• Prompt
Filter by the string "names": return the lines of the material that contain it.

• Material provided
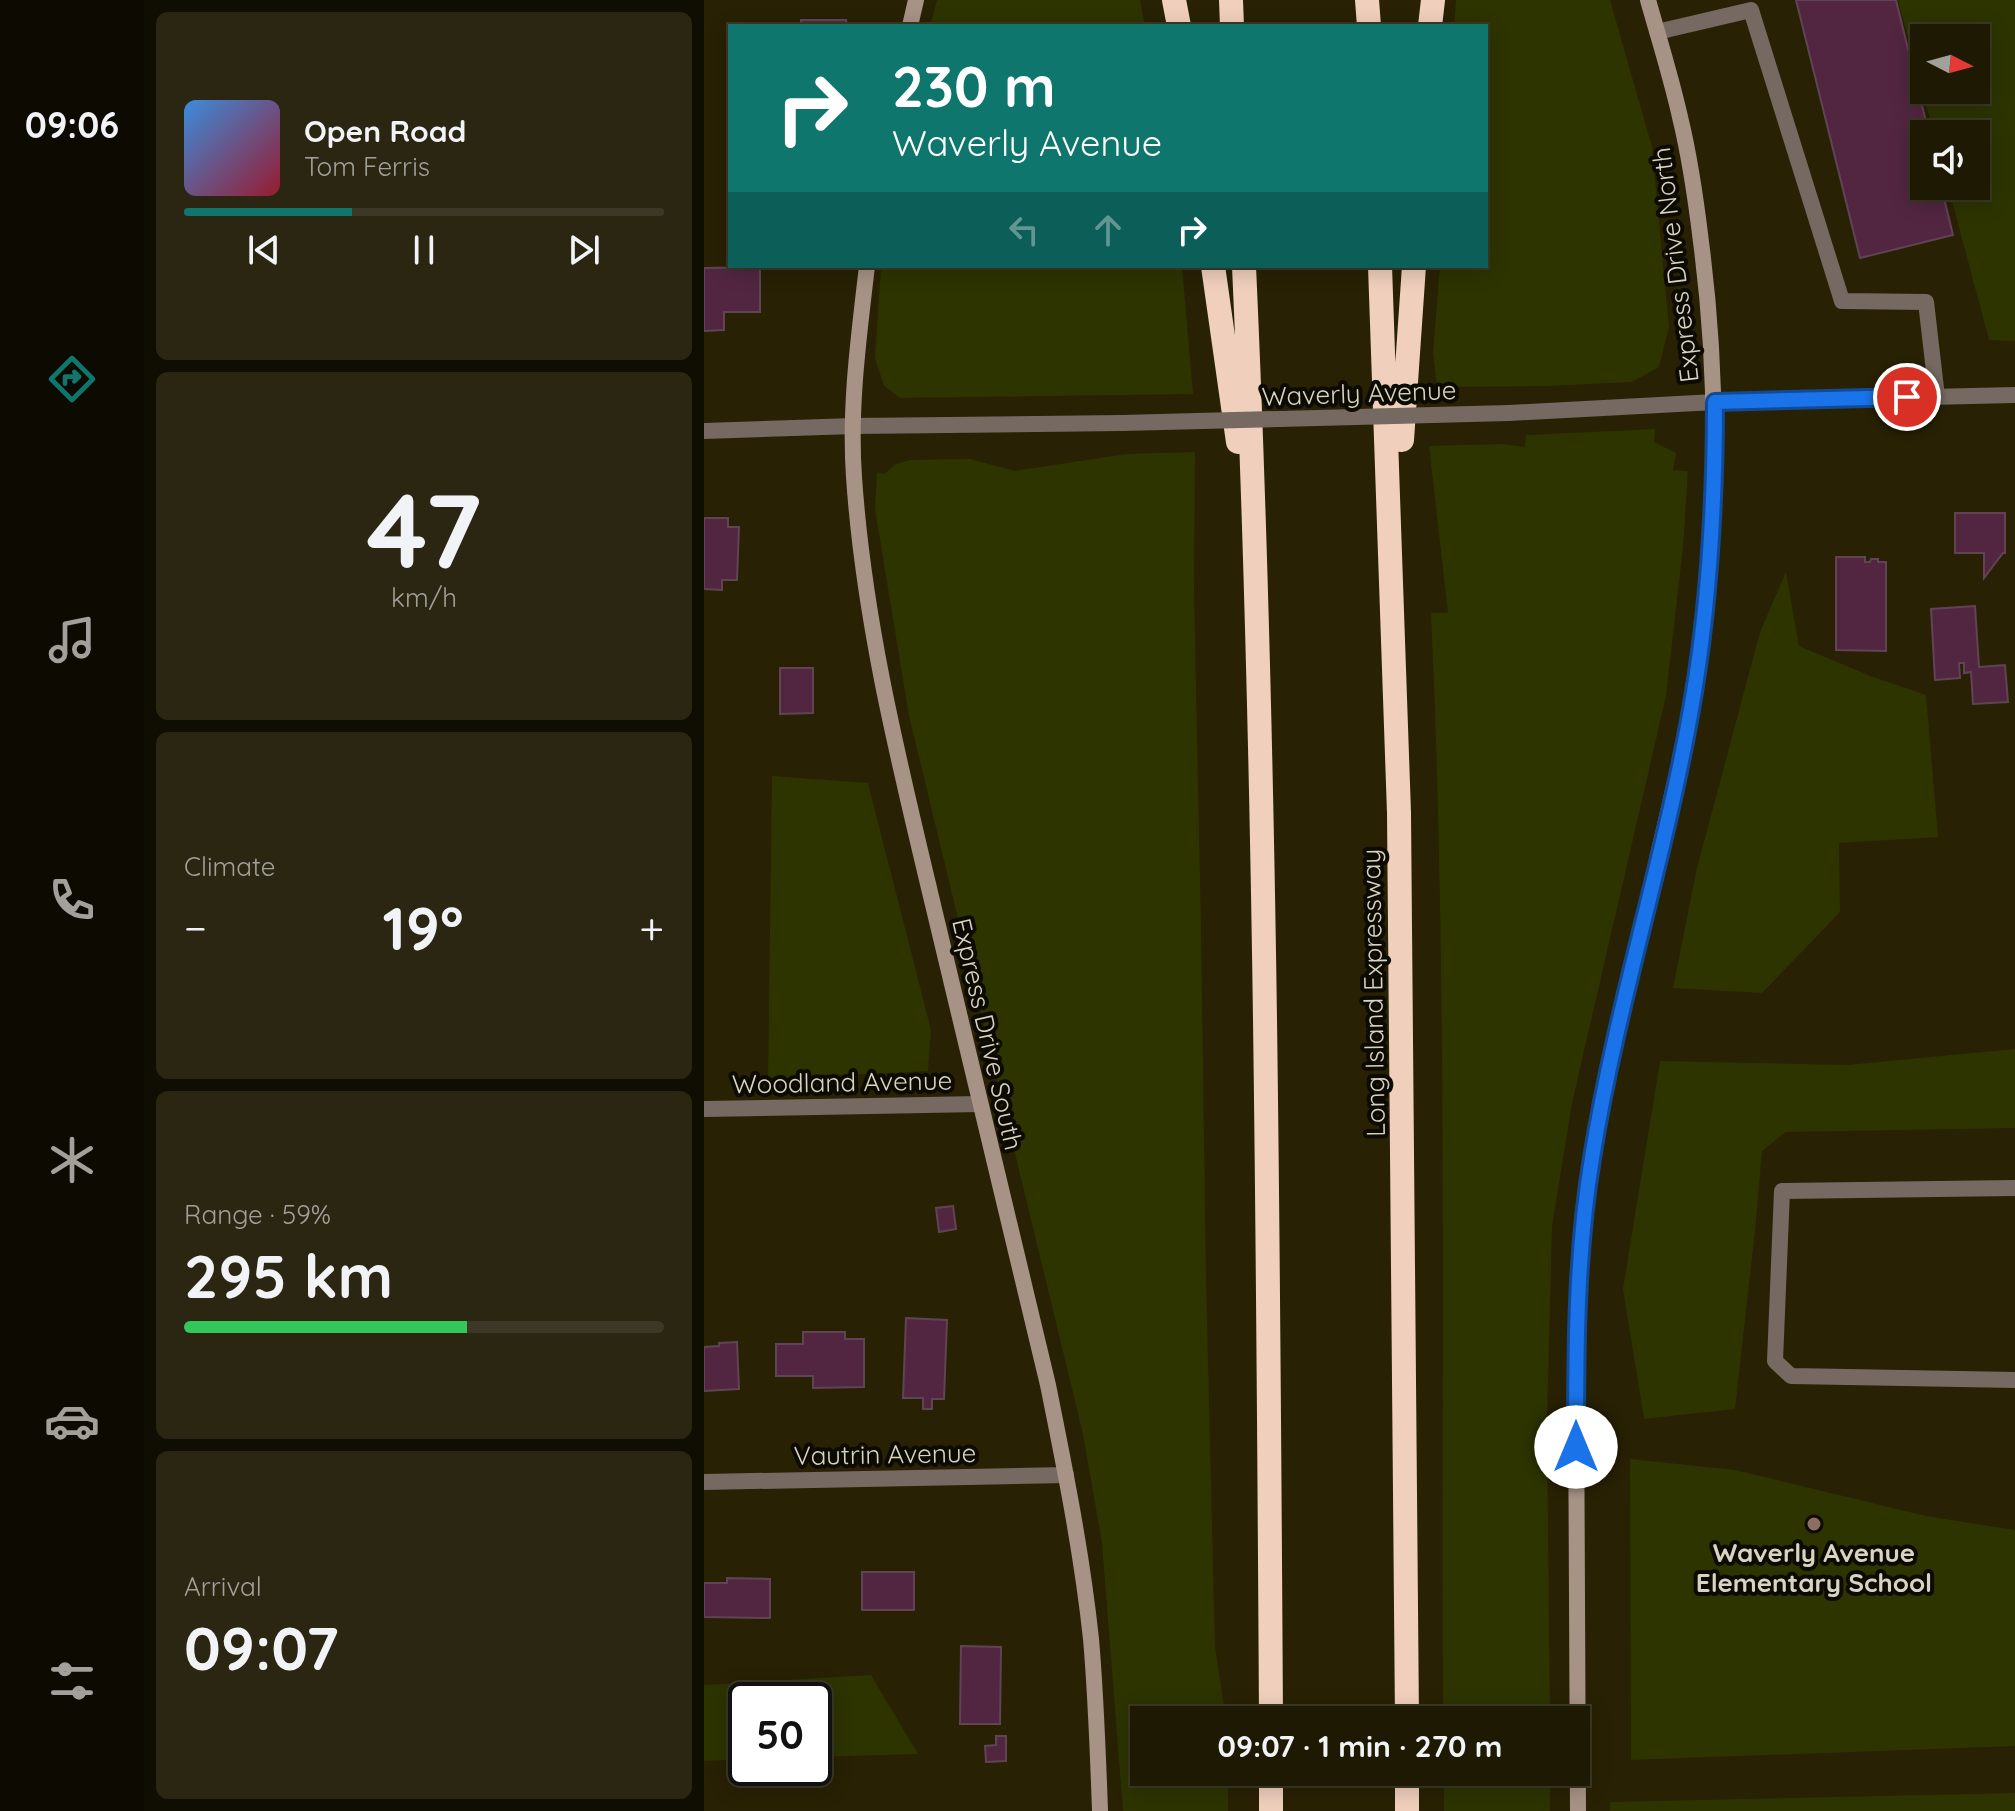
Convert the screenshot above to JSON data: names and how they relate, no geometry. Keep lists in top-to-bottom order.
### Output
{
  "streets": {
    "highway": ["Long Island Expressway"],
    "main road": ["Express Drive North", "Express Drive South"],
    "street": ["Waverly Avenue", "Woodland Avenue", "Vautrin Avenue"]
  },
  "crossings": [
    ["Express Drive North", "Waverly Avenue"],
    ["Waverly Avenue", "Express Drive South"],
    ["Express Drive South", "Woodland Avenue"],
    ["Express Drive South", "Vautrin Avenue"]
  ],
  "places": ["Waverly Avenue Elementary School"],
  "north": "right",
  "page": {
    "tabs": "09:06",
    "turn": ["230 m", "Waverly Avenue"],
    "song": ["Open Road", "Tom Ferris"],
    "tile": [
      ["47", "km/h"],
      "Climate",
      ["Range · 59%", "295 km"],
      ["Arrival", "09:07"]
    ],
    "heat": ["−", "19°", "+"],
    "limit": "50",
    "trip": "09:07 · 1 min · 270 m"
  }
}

---

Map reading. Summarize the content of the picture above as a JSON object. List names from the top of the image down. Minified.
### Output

• Solution to this problem
Convert the screenshot above to JSON data: names and how they relate, no geometry. Keep lists in top-to-bottom order.
Map reading. Summarize the content of the picture above as a JSON object. List names from the top of the image down. Minified.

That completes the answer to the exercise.